So it begs for a next step. Syngas on its own is not a practical fuel. Unlike methane, it can’t be liquefied (hydrogen does not liqefy under economically feasible conditions). Due to free hydrogen, it makes metals brittle. Due to CO, it’s poisonous. And like most fuels, it’s flammable - I think we can’t blame a fuel for that. :)
The next step is hydrogenation of carbon monoxide. I’ve browsed literature and read my fair share via Sci-Hub, and this step tends to have various issues: reactivity, selectivity, catalyst cost and catalyst lifetime.
Reactivity: often, you have to raise either the pressure or the temperature to levels which complicate industrial production. Directly reacting CO2 with H2 faces those issues, but the catalyst (Cu + ZnO) is cheap.
Selectivity: suppose you want to get methanol, the simplest alcohol. Unfortunately your catalyst gives you a mix of methane, methanol, ethane, ethanol and buthanol. To build an industrial process, you need an extra step to separate them. If you get too much byproducts, your fuel production plant could become considerably bigger and more costly. So you definitely want good selectivity.

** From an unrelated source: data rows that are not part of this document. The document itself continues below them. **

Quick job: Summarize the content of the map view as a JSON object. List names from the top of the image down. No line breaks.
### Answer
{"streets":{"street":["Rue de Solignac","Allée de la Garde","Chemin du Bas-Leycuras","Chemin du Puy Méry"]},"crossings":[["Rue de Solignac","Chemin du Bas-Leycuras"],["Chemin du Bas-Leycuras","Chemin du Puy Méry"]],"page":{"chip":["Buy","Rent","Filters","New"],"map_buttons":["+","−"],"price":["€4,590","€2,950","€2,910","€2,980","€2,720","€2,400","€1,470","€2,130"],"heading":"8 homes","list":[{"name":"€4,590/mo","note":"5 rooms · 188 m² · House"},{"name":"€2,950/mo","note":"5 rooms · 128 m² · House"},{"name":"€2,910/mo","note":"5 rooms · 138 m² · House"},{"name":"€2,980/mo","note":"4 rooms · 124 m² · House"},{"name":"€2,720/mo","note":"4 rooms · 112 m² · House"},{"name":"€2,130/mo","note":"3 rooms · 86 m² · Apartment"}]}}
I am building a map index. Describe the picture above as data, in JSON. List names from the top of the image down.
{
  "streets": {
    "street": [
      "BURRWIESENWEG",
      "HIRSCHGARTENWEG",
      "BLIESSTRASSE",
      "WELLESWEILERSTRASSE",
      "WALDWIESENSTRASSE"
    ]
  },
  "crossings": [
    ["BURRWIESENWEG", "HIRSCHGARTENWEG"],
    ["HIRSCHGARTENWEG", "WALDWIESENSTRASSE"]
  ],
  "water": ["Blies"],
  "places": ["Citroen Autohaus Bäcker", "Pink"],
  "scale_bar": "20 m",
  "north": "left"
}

Catalyst lifetime: suppose that 1 kg of catalyst manages to produce 100 kg of fuel. That’s nice in a lab, but clearly unaccepable in industry.
Catalyst cost: for example, you better not need appreciable quantities of rare metals (e.g. rhenium, nice catalyst, but 2500 euros per gram).
Recently, much has been written about hydrogenation of CO in its liquid phase (at high pressure, not low temprature). For example here. The catalyst is manganese (price OK) and the “total turnover number” (representing catalyst lifetime) is 12 000, which I’d describe as “good enough to go out of the lab, if cheap enough”. In the summary, I can’t find their batch time. In another study about CO + H2 via manganese, people used a batch time of 8-12 hours. So there is a reactivity issue present, but maybe it can be overcome.
I think they’re aiming for storing and transporting a large amount of energy (e.g. enough energy for the whole winter). Which you conventionally do as fuel.